● **EXERCISE OBJECTIVE**
Give the data again exactly as it appears.

MATERIALS PROVIDED START

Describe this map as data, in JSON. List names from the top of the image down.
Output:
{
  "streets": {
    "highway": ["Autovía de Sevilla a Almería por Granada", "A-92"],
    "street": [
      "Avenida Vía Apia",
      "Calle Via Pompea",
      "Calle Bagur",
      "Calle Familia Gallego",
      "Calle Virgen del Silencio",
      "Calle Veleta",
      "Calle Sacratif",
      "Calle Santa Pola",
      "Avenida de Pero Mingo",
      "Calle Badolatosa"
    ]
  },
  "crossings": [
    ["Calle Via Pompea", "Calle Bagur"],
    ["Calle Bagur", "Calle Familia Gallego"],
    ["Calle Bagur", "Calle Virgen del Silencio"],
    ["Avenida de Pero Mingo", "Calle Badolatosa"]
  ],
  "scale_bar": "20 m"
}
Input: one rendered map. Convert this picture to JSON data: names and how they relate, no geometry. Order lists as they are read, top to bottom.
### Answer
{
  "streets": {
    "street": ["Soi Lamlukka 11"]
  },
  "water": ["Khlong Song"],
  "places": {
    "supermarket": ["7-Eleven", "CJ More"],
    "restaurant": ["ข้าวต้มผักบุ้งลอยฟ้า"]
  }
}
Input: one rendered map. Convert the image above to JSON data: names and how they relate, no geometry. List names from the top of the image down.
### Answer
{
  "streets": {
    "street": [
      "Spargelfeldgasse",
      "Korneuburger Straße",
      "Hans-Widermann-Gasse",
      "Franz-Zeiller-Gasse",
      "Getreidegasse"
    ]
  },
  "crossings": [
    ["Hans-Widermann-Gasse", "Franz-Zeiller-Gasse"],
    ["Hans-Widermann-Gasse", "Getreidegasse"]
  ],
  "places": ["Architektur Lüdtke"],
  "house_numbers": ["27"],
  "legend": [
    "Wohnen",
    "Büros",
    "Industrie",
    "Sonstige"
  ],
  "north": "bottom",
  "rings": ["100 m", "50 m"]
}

MATERIALS PROVIDED END

● **YOUR RESPONSE**
Describe this map as data, in JSON. List names from the top of the image down.
Output:
{
  "streets": {
    "highway": ["Autovía de Sevilla a Almería por Granada", "A-92"],
    "street": [
      "Avenida Vía Apia",
      "Calle Via Pompea",
      "Calle Bagur",
      "Calle Familia Gallego",
      "Calle Virgen del Silencio",
      "Calle Veleta",
      "Calle Sacratif",
      "Calle Santa Pola",
      "Avenida de Pero Mingo",
      "Calle Badolatosa"
    ]
  },
  "crossings": [
    ["Calle Via Pompea", "Calle Bagur"],
    ["Calle Bagur", "Calle Familia Gallego"],
    ["Calle Bagur", "Calle Virgen del Silencio"],
    ["Avenida de Pero Mingo", "Calle Badolatosa"]
  ],
  "scale_bar": "20 m"
}
Input: one rendered map. Convert this picture to JSON data: names and how they relate, no geometry. Order lists as they are read, top to bottom.
### Answer
{
  "streets": {
    "street": ["Soi Lamlukka 11"]
  },
  "water": ["Khlong Song"],
  "places": {
    "supermarket": ["7-Eleven", "CJ More"],
    "restaurant": ["ข้าวต้มผักบุ้งลอยฟ้า"]
  }
}
Input: one rendered map. Convert the image above to JSON data: names and how they relate, no geometry. List names from the top of the image down.
### Answer
{
  "streets": {
    "street": [
      "Spargelfeldgasse",
      "Korneuburger Straße",
      "Hans-Widermann-Gasse",
      "Franz-Zeiller-Gasse",
      "Getreidegasse"
    ]
  },
  "crossings": [
    ["Hans-Widermann-Gasse", "Franz-Zeiller-Gasse"],
    ["Hans-Widermann-Gasse", "Getreidegasse"]
  ],
  "places": ["Architektur Lüdtke"],
  "house_numbers": ["27"],
  "legend": [
    "Wohnen",
    "Büros",
    "Industrie",
    "Sonstige"
  ],
  "north": "bottom",
  "rings": ["100 m", "50 m"]
}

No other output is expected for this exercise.